La maladie d’Alzheimer et d’autres formes de démence sont parmi les énigmes médicales les plus complexes de notre époque, surtout en raison de l’absence de traitements capables de freiner ou de renverser la maladie. Cependant, la science avance et se concentre désormais sur un facteur préventif potentiellement à notre portée depuis la jeunesse : la vitamine D.
Des avancées encourageantes
Un étude récente, publiée en avril dans la revue Neurology, a suscité l’intérêt en examinant le comportement du cerveau des individus des décennies avant l’apparition des symptômes classiques de démence. Cet examen a porté sur 793 participants du Framingham Heart Study, dont l’âge moyen était de 39 ans.
Le processus de l’étude
Les chercheurs ont mesuré les niveaux de vitamine D sérique des participants entre 2002 et 2005, suivant de près leur évolution pendant 16 ans à l’aide de plusieurs examens cérébraux. Les résultats ont révélé que maintenir des niveaux de vitamine D supérieurs à 30 nanogrammes par mL durant la trentaine et la quarantaine est corrélé avec une moindre accumulation de la protéine tau dans le cerveau.
Pourquoi est-ce important ?
Comprendre l’importance de cette découverte nécessite de connaître les deux principaux facteurs impliqués dans le développement d’Alzheimer :
- Les plaques de protéine bêta-amiloïde accumulées en dehors des neurones.
- Les enchevêtrements neurofibrillaires de protéine tau se formant à l’intérieur des cellules cérébrales, liés à la mort neuronale et au déclin cognitif.
Les recherches se concentrent donc sur la manière de bloquer la formation de plaques bêta-amiloïde et d’empêcher l’accumulation de tau. Cela reste un défi scientifique de taille.
Une protection ciblée
Fait intéressant, l’étude n’a trouvé aucune association entre les niveaux de vitamine D à l’âge moyen et l’accumulation de bêta-amiloïde, l’effet protecteur étant limité à la protéine tau, notamment dans les régions cérébrales où la maladie d’Alzheimer frappe en premier.
Ceci suggère que la vitamine D pourrait jouer un rôle spécifique dans les mécanismes influençant la production ou l’élimination de tau au fil du temps, un bon pas en avant pour la recherche.
Considérations importantes
Il faut cependant noter que l’étude est observatoire. Bien qu’elle indique qu’un niveau élevé de vitamine D est associé à une réduction des accumulations de tau, cela ne prouve pas que la vitamine D est responsable de la destruction de cette protéine.

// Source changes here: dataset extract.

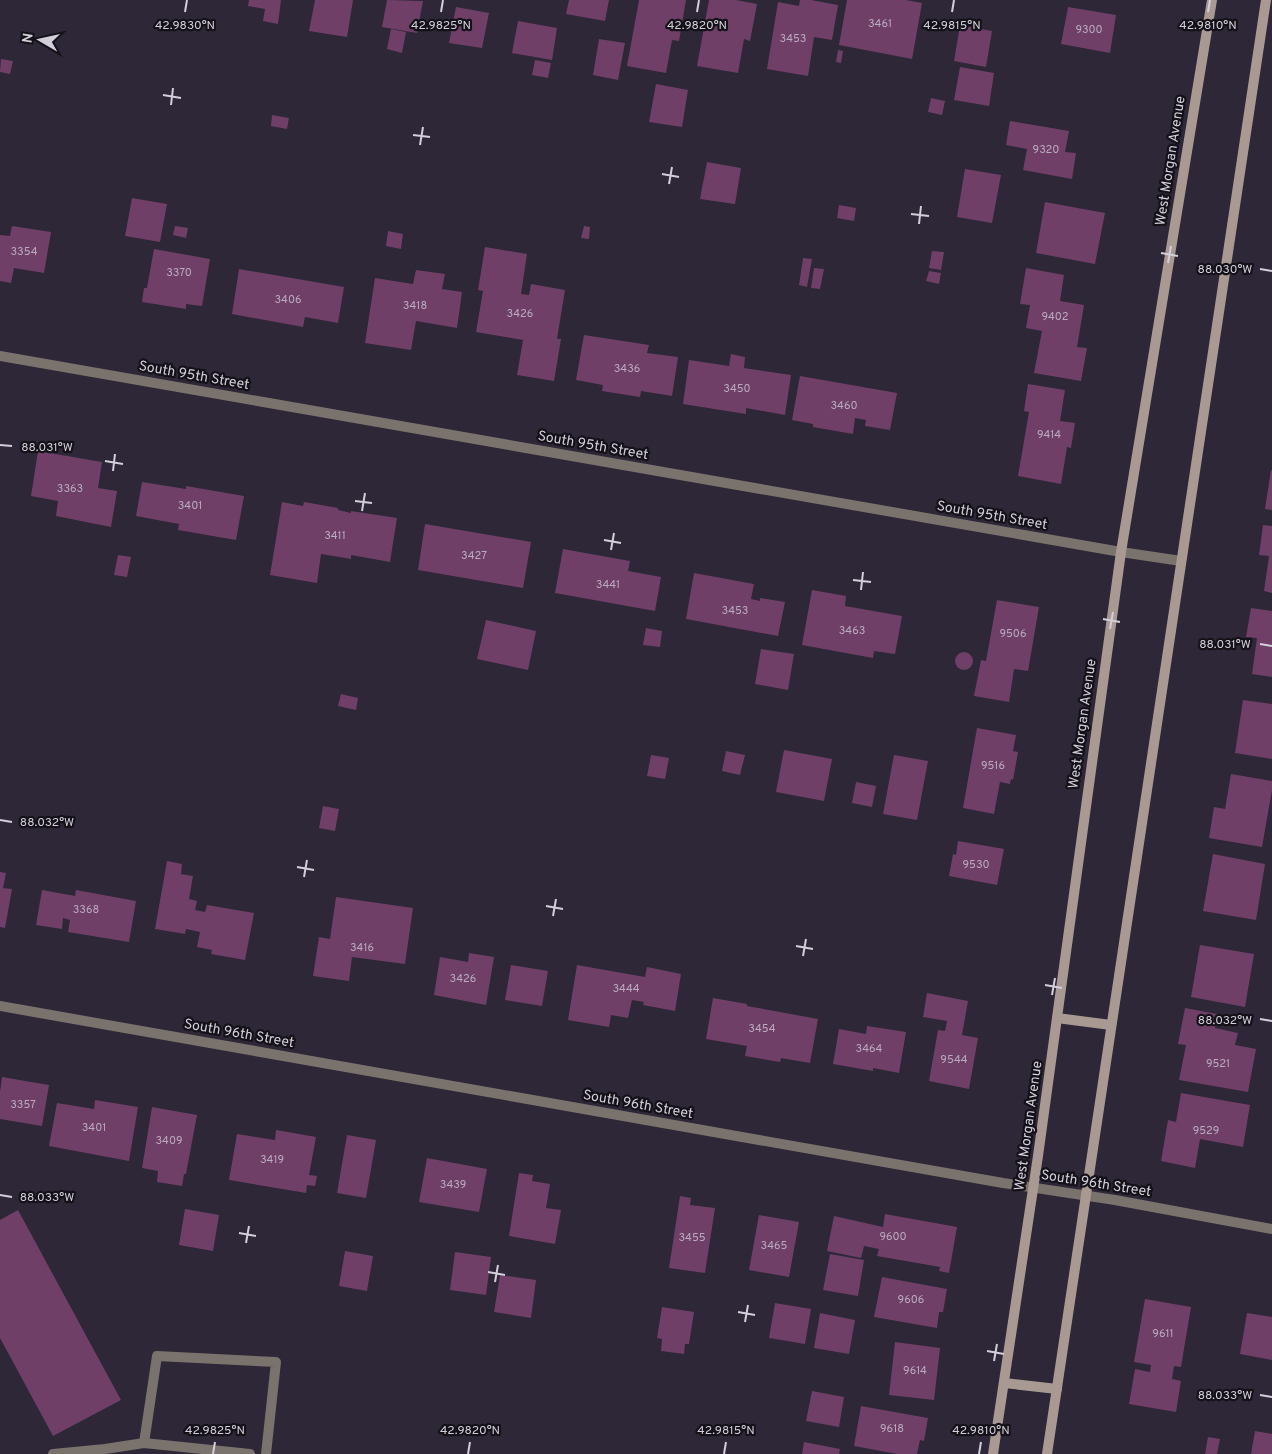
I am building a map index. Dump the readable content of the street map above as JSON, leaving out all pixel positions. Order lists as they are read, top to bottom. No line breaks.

Les auteurs insistent sur le fait que ces résultats ne constituent pas un guide médical. Actuellement, il n’existe aucune preuve tangible prouvant que prendre des suppléments massifs de vitamine D à 40 ans protège le cerveau de la démence. Ce sujet nécessite davantage de recherche et d’essais cliniques pour établir une relation causale claire.
En résumé, la vitamine D pourrait offrir des pistes prometteuses pour la prévention de l’Alzheimer. Néanmoins, il est crucial d’attendre des études cliniques plus poussées avant de tirer des conclusions définitives.